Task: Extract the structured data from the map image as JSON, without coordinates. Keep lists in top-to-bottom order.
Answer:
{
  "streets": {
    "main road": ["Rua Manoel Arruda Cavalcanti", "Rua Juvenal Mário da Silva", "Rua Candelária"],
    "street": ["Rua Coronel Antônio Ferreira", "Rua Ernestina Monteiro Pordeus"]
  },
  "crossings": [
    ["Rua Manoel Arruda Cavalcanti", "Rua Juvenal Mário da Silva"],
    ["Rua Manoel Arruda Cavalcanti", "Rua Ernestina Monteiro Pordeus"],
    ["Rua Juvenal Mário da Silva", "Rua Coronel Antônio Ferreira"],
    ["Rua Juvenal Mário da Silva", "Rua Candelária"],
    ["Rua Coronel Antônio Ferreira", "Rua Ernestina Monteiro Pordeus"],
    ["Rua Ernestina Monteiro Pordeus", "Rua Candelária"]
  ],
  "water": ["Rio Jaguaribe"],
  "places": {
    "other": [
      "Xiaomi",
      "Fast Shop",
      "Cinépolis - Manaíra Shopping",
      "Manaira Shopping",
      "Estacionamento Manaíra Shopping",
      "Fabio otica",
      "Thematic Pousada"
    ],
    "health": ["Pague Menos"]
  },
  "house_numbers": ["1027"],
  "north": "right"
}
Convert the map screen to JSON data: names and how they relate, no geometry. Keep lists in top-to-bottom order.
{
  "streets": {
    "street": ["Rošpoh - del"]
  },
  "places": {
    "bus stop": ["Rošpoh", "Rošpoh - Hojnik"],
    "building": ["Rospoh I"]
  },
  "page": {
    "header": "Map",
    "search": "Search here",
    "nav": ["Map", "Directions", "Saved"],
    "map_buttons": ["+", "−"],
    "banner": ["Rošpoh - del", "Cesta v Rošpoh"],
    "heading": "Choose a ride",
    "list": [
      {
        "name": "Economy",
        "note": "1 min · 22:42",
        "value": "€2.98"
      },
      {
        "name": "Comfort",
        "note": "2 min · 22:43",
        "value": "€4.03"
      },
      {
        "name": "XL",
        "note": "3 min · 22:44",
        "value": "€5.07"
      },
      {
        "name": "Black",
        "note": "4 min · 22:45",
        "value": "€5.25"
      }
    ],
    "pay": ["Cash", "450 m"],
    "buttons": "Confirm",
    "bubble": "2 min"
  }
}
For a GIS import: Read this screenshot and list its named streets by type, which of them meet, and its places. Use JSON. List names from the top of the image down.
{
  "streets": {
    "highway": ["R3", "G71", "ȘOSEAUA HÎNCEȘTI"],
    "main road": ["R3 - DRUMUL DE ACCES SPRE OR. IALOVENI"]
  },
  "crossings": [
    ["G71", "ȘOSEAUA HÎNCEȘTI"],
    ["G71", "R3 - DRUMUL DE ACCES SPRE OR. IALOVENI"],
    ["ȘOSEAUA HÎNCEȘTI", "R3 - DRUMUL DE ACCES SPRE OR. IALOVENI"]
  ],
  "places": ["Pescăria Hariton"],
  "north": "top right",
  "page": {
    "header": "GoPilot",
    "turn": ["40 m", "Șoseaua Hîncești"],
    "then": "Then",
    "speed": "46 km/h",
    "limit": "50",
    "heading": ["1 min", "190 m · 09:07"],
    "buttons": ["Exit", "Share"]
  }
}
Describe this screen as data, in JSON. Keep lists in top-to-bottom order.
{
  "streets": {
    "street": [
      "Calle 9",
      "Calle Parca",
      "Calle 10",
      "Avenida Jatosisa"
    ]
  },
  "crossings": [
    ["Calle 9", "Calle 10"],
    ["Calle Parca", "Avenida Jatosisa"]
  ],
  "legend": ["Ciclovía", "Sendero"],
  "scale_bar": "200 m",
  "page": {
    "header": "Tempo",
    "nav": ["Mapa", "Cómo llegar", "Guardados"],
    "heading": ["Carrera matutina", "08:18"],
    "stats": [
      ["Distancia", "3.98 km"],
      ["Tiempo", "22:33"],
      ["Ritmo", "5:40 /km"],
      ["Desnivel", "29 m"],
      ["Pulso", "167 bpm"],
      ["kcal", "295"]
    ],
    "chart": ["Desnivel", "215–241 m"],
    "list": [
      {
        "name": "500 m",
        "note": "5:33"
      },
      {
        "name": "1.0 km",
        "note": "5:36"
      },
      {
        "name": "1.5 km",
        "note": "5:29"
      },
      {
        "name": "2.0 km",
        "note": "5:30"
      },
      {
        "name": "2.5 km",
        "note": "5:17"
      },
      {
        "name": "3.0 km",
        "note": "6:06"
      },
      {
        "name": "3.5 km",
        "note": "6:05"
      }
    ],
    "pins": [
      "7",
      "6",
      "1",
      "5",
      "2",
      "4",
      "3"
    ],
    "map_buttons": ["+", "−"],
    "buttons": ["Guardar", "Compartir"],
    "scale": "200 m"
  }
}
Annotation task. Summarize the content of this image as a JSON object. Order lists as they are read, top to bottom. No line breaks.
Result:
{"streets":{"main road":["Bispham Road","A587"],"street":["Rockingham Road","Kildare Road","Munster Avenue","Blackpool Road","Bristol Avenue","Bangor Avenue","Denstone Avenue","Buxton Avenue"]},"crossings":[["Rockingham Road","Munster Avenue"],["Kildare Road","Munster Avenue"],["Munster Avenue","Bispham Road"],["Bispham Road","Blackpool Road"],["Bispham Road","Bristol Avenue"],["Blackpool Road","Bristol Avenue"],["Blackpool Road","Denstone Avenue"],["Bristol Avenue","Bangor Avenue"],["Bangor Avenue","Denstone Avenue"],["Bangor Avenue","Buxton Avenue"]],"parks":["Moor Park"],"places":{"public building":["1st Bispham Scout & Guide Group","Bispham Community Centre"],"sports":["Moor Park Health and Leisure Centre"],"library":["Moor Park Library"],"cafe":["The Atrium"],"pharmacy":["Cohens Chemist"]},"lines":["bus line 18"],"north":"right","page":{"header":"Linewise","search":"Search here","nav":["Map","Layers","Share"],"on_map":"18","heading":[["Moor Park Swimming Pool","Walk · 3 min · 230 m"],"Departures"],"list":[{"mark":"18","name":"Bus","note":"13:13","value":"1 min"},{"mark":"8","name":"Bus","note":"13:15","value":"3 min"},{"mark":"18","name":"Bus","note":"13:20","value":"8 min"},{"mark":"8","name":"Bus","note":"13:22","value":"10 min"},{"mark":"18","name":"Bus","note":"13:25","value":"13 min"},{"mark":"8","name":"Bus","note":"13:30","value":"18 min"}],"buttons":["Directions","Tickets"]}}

Exercise aim: Using the listing above, print every entry verbatim.

Result of the task:
Task: Extract the structured data from the map image as JSON, without coordinates. Keep lists in top-to-bottom order.
Answer:
{
  "streets": {
    "main road": ["Rua Manoel Arruda Cavalcanti", "Rua Juvenal Mário da Silva", "Rua Candelária"],
    "street": ["Rua Coronel Antônio Ferreira", "Rua Ernestina Monteiro Pordeus"]
  },
  "crossings": [
    ["Rua Manoel Arruda Cavalcanti", "Rua Juvenal Mário da Silva"],
    ["Rua Manoel Arruda Cavalcanti", "Rua Ernestina Monteiro Pordeus"],
    ["Rua Juvenal Mário da Silva", "Rua Coronel Antônio Ferreira"],
    ["Rua Juvenal Mário da Silva", "Rua Candelária"],
    ["Rua Coronel Antônio Ferreira", "Rua Ernestina Monteiro Pordeus"],
    ["Rua Ernestina Monteiro Pordeus", "Rua Candelária"]
  ],
  "water": ["Rio Jaguaribe"],
  "places": {
    "other": [
      "Xiaomi",
      "Fast Shop",
      "Cinépolis - Manaíra Shopping",
      "Manaira Shopping",
      "Estacionamento Manaíra Shopping",
      "Fabio otica",
      "Thematic Pousada"
    ],
    "health": ["Pague Menos"]
  },
  "house_numbers": ["1027"],
  "north": "right"
}
Convert the map screen to JSON data: names and how they relate, no geometry. Keep lists in top-to-bottom order.
{
  "streets": {
    "street": ["Rošpoh - del"]
  },
  "places": {
    "bus stop": ["Rošpoh", "Rošpoh - Hojnik"],
    "building": ["Rospoh I"]
  },
  "page": {
    "header": "Map",
    "search": "Search here",
    "nav": ["Map", "Directions", "Saved"],
    "map_buttons": ["+", "−"],
    "banner": ["Rošpoh - del", "Cesta v Rošpoh"],
    "heading": "Choose a ride",
    "list": [
      {
        "name": "Economy",
        "note": "1 min · 22:42",
        "value": "€2.98"
      },
      {
        "name": "Comfort",
        "note": "2 min · 22:43",
        "value": "€4.03"
      },
      {
        "name": "XL",
        "note": "3 min · 22:44",
        "value": "€5.07"
      },
      {
        "name": "Black",
        "note": "4 min · 22:45",
        "value": "€5.25"
      }
    ],
    "pay": ["Cash", "450 m"],
    "buttons": "Confirm",
    "bubble": "2 min"
  }
}
For a GIS import: Read this screenshot and list its named streets by type, which of them meet, and its places. Use JSON. List names from the top of the image down.
{
  "streets": {
    "highway": ["R3", "G71", "ȘOSEAUA HÎNCEȘTI"],
    "main road": ["R3 - DRUMUL DE ACCES SPRE OR. IALOVENI"]
  },
  "crossings": [
    ["G71", "ȘOSEAUA HÎNCEȘTI"],
    ["G71", "R3 - DRUMUL DE ACCES SPRE OR. IALOVENI"],
    ["ȘOSEAUA HÎNCEȘTI", "R3 - DRUMUL DE ACCES SPRE OR. IALOVENI"]
  ],
  "places": ["Pescăria Hariton"],
  "north": "top right",
  "page": {
    "header": "GoPilot",
    "turn": ["40 m", "Șoseaua Hîncești"],
    "then": "Then",
    "speed": "46 km/h",
    "limit": "50",
    "heading": ["1 min", "190 m · 09:07"],
    "buttons": ["Exit", "Share"]
  }
}
Describe this screen as data, in JSON. Keep lists in top-to-bottom order.
{
  "streets": {
    "street": [
      "Calle 9",
      "Calle Parca",
      "Calle 10",
      "Avenida Jatosisa"
    ]
  },
  "crossings": [
    ["Calle 9", "Calle 10"],
    ["Calle Parca", "Avenida Jatosisa"]
  ],
  "legend": ["Ciclovía", "Sendero"],
  "scale_bar": "200 m",
  "page": {
    "header": "Tempo",
    "nav": ["Mapa", "Cómo llegar", "Guardados"],
    "heading": ["Carrera matutina", "08:18"],
    "stats": [
      ["Distancia", "3.98 km"],
      ["Tiempo", "22:33"],
      ["Ritmo", "5:40 /km"],
      ["Desnivel", "29 m"],
      ["Pulso", "167 bpm"],
      ["kcal", "295"]
    ],
    "chart": ["Desnivel", "215–241 m"],
    "list": [
      {
        "name": "500 m",
        "note": "5:33"
      },
      {
        "name": "1.0 km",
        "note": "5:36"
      },
      {
        "name": "1.5 km",
        "note": "5:29"
      },
      {
        "name": "2.0 km",
        "note": "5:30"
      },
      {
        "name": "2.5 km",
        "note": "5:17"
      },
      {
        "name": "3.0 km",
        "note": "6:06"
      },
      {
        "name": "3.5 km",
        "note": "6:05"
      }
    ],
    "pins": [
      "7",
      "6",
      "1",
      "5",
      "2",
      "4",
      "3"
    ],
    "map_buttons": ["+", "−"],
    "buttons": ["Guardar", "Compartir"],
    "scale": "200 m"
  }
}
Annotation task. Summarize the content of this image as a JSON object. Order lists as they are read, top to bottom. No line breaks.
Result:
{"streets":{"main road":["Bispham Road","A587"],"street":["Rockingham Road","Kildare Road","Munster Avenue","Blackpool Road","Bristol Avenue","Bangor Avenue","Denstone Avenue","Buxton Avenue"]},"crossings":[["Rockingham Road","Munster Avenue"],["Kildare Road","Munster Avenue"],["Munster Avenue","Bispham Road"],["Bispham Road","Blackpool Road"],["Bispham Road","Bristol Avenue"],["Blackpool Road","Bristol Avenue"],["Blackpool Road","Denstone Avenue"],["Bristol Avenue","Bangor Avenue"],["Bangor Avenue","Denstone Avenue"],["Bangor Avenue","Buxton Avenue"]],"parks":["Moor Park"],"places":{"public building":["1st Bispham Scout & Guide Group","Bispham Community Centre"],"sports":["Moor Park Health and Leisure Centre"],"library":["Moor Park Library"],"cafe":["The Atrium"],"pharmacy":["Cohens Chemist"]},"lines":["bus line 18"],"north":"right","page":{"header":"Linewise","search":"Search here","nav":["Map","Layers","Share"],"on_map":"18","heading":[["Moor Park Swimming Pool","Walk · 3 min · 230 m"],"Departures"],"list":[{"mark":"18","name":"Bus","note":"13:13","value":"1 min"},{"mark":"8","name":"Bus","note":"13:15","value":"3 min"},{"mark":"18","name":"Bus","note":"13:20","value":"8 min"},{"mark":"8","name":"Bus","note":"13:22","value":"10 min"},{"mark":"18","name":"Bus","note":"13:25","value":"13 min"},{"mark":"8","name":"Bus","note":"13:30","value":"18 min"}],"buttons":["Directions","Tickets"]}}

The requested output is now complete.